*** Opening of Data listing ***

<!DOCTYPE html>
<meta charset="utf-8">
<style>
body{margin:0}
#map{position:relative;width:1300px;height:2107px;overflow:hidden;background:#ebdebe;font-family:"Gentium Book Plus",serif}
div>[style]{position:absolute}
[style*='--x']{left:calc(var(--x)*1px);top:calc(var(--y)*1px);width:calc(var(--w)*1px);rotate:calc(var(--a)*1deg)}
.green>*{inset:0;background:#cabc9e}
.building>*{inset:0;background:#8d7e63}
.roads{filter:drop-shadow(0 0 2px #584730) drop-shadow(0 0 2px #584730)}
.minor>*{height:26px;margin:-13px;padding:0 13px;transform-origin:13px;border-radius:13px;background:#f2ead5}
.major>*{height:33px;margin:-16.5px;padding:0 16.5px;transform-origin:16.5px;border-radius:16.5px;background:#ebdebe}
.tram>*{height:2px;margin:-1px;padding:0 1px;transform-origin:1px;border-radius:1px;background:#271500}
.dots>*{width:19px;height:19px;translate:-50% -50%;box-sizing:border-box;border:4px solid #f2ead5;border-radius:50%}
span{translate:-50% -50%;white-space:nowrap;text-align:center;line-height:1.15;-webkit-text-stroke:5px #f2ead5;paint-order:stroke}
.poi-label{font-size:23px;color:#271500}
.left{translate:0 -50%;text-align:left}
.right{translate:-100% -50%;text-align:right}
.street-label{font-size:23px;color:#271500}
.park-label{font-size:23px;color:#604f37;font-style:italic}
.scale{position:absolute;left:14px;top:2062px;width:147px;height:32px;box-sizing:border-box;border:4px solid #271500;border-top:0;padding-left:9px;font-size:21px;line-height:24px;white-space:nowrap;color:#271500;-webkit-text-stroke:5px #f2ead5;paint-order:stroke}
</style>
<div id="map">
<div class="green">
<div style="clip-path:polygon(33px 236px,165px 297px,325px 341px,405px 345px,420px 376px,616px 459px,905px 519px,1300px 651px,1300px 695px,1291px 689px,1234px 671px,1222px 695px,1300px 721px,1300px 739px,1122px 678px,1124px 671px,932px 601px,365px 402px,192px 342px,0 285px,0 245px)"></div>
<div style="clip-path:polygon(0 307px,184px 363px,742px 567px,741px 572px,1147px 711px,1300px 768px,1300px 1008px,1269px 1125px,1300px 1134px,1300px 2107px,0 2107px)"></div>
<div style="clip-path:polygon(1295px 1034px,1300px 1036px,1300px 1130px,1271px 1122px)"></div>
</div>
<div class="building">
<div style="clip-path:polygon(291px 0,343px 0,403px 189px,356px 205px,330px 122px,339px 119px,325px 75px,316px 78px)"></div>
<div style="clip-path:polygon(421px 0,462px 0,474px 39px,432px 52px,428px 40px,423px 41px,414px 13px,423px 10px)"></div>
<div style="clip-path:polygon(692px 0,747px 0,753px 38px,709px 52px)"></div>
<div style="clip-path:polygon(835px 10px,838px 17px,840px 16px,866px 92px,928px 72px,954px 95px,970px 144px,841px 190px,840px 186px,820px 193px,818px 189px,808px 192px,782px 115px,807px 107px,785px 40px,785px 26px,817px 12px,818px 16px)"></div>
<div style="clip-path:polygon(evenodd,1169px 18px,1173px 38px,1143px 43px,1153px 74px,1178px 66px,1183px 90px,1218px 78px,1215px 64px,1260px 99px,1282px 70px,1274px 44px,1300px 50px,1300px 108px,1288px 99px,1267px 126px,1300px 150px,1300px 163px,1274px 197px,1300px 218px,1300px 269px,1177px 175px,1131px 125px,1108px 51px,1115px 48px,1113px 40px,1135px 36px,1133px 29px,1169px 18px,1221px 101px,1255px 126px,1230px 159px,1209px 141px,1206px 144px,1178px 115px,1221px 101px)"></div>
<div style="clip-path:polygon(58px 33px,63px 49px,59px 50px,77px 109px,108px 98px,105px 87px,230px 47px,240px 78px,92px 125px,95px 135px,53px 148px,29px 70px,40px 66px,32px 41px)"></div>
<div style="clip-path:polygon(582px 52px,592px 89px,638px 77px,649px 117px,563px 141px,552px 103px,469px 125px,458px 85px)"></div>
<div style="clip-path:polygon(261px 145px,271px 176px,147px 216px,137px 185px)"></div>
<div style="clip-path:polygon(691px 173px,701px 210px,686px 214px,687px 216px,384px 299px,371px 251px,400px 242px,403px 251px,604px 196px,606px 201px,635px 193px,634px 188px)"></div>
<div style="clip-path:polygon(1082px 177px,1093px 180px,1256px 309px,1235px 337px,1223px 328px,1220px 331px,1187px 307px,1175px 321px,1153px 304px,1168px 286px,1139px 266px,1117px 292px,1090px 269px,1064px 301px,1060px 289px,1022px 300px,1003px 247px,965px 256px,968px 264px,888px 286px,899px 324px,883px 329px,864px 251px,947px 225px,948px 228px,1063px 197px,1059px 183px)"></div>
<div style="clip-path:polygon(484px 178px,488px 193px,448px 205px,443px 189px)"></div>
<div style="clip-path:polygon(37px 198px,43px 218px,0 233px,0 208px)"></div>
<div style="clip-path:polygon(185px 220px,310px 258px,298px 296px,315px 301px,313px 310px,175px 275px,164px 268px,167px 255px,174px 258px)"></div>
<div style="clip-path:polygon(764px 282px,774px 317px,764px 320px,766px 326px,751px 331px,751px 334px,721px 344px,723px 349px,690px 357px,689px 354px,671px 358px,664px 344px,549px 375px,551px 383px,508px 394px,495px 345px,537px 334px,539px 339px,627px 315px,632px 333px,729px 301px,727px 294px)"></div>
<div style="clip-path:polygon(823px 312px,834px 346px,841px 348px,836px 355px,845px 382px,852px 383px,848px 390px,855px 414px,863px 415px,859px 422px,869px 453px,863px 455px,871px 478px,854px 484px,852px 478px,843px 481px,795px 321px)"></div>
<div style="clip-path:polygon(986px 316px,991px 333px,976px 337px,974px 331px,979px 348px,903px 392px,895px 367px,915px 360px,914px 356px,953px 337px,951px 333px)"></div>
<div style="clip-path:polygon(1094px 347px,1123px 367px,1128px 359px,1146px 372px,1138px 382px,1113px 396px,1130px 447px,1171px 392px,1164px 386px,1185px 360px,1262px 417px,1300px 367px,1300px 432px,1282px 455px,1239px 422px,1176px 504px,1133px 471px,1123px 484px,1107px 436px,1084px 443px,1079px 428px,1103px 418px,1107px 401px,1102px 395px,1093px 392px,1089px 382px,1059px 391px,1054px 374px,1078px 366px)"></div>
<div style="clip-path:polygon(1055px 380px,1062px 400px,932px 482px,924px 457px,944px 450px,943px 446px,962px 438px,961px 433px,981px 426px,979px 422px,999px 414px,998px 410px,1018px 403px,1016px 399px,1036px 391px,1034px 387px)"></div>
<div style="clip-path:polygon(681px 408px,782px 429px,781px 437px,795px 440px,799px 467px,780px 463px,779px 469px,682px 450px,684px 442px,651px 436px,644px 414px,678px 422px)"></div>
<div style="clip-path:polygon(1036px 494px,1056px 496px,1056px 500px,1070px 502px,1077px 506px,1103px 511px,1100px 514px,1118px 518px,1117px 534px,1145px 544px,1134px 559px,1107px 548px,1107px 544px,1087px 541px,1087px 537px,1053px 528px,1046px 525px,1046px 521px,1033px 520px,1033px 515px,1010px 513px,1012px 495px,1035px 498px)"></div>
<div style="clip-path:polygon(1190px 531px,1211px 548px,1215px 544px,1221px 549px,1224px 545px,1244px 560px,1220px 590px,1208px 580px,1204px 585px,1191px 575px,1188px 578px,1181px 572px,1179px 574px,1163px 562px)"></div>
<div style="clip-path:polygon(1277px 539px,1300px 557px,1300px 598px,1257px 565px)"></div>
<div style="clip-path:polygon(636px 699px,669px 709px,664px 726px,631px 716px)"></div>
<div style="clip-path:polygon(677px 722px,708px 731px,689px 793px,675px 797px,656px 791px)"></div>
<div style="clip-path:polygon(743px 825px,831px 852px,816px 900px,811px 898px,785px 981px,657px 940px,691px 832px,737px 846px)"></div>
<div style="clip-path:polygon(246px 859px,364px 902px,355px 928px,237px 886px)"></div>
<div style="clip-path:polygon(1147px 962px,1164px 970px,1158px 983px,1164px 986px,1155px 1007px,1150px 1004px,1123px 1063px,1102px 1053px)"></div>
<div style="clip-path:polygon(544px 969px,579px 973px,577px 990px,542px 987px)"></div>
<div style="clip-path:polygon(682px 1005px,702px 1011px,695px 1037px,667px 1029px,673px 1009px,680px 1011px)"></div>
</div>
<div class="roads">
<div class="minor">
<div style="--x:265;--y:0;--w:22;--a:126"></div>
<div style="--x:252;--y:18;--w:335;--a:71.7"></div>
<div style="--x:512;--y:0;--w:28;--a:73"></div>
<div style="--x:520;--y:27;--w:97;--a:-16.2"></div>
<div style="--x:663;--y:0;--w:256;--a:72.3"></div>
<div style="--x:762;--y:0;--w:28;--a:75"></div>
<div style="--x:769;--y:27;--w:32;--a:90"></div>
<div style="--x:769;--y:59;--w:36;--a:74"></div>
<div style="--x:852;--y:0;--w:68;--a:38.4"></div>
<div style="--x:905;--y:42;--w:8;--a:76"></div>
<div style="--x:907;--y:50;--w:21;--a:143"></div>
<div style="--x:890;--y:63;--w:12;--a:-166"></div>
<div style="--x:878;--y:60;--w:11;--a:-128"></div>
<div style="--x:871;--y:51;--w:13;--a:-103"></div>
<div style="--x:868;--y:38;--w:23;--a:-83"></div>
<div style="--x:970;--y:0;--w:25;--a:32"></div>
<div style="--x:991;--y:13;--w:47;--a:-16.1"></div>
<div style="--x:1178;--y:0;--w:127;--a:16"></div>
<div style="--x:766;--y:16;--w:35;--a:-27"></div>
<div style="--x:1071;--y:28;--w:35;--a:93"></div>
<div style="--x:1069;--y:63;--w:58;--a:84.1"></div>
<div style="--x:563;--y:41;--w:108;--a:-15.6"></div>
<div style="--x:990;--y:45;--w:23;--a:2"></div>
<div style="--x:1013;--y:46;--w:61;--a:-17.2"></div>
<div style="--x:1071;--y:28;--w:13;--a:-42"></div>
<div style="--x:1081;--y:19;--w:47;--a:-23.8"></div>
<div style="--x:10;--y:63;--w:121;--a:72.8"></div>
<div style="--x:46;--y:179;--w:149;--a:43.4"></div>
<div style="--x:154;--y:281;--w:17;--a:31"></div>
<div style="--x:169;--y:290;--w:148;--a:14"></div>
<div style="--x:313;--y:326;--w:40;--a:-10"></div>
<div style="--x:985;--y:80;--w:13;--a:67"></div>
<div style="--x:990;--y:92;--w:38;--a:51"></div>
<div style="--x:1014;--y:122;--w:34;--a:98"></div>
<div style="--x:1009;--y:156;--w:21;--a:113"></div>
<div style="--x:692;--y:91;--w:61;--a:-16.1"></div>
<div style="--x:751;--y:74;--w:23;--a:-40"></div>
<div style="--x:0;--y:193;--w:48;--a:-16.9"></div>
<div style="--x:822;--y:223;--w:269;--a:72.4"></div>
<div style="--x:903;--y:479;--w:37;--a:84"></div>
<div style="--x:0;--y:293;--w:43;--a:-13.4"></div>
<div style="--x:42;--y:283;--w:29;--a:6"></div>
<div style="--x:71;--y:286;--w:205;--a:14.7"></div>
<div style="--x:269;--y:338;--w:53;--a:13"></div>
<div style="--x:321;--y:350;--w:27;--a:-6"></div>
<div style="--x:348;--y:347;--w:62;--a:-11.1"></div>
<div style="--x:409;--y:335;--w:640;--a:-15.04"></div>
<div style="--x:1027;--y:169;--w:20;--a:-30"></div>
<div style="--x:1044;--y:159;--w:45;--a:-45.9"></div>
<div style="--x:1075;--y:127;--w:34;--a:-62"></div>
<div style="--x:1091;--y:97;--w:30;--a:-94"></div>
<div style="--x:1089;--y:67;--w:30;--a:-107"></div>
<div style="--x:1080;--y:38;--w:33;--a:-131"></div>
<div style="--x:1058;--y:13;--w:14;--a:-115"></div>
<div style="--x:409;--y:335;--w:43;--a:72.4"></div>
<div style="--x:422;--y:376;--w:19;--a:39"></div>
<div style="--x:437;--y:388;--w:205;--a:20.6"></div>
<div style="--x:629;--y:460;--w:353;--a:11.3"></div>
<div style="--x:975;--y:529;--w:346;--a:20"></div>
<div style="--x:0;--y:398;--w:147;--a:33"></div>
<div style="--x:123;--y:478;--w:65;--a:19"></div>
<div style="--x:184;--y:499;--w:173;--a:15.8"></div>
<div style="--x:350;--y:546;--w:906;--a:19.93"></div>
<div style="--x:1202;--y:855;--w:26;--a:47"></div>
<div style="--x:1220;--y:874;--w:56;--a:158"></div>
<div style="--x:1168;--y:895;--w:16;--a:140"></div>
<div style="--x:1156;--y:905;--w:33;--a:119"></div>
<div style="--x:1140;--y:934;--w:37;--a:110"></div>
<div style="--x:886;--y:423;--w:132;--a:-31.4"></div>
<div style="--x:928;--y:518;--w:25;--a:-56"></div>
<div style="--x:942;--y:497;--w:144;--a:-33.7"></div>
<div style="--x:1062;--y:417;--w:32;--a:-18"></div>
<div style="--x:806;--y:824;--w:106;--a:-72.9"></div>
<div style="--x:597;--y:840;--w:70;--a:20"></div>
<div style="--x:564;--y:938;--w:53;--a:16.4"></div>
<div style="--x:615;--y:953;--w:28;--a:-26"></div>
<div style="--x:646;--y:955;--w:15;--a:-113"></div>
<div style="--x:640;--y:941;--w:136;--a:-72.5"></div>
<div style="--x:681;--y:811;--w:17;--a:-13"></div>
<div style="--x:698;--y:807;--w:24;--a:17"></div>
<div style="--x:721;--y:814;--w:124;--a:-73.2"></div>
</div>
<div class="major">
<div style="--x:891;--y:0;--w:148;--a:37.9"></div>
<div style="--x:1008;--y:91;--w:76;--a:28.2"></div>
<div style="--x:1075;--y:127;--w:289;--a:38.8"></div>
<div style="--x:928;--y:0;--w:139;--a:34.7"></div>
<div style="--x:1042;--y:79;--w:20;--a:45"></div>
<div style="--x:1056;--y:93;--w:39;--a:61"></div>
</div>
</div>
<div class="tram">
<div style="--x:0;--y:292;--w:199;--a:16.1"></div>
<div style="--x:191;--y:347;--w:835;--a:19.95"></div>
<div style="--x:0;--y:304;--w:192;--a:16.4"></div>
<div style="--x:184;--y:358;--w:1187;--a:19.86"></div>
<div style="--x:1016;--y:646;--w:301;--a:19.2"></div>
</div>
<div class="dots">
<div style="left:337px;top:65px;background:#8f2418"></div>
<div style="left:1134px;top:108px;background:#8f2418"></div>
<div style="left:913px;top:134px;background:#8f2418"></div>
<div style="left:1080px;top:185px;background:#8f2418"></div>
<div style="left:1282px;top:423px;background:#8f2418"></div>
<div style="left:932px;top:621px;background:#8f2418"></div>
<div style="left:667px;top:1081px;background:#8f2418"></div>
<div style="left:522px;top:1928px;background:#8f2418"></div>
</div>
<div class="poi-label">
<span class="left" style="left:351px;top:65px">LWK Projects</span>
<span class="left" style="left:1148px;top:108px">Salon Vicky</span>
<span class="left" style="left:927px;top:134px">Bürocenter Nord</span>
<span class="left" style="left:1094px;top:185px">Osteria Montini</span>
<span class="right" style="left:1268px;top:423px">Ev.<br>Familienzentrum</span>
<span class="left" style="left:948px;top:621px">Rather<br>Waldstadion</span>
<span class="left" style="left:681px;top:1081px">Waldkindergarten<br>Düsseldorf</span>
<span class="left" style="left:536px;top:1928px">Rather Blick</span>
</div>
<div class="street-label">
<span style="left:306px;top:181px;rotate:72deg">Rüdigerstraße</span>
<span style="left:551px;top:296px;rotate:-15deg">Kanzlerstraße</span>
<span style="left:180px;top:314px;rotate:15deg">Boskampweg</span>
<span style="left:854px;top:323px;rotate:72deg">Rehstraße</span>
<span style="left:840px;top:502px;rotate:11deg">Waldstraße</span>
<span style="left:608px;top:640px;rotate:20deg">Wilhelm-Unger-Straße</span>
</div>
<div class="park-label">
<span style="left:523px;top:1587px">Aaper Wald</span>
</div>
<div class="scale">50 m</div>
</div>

*** Close of Data listing ***

What needs to be done:
Beginning at the top of the data, extract each line through the line containing "2px #584730) drop-shadow(0" and return those lines exactly, with nothing added.

Your response:
<!DOCTYPE html>
<meta charset="utf-8">
<style>
body{margin:0}
#map{position:relative;width:1300px;height:2107px;overflow:hidden;background:#ebdebe;font-family:"Gentium Book Plus",serif}
div>[style]{position:absolute}
[style*='--x']{left:calc(var(--x)*1px);top:calc(var(--y)*1px);width:calc(var(--w)*1px);rotate:calc(var(--a)*1deg)}
.green>*{inset:0;background:#cabc9e}
.building>*{inset:0;background:#8d7e63}
.roads{filter:drop-shadow(0 0 2px #584730) drop-shadow(0 0 2px #584730)}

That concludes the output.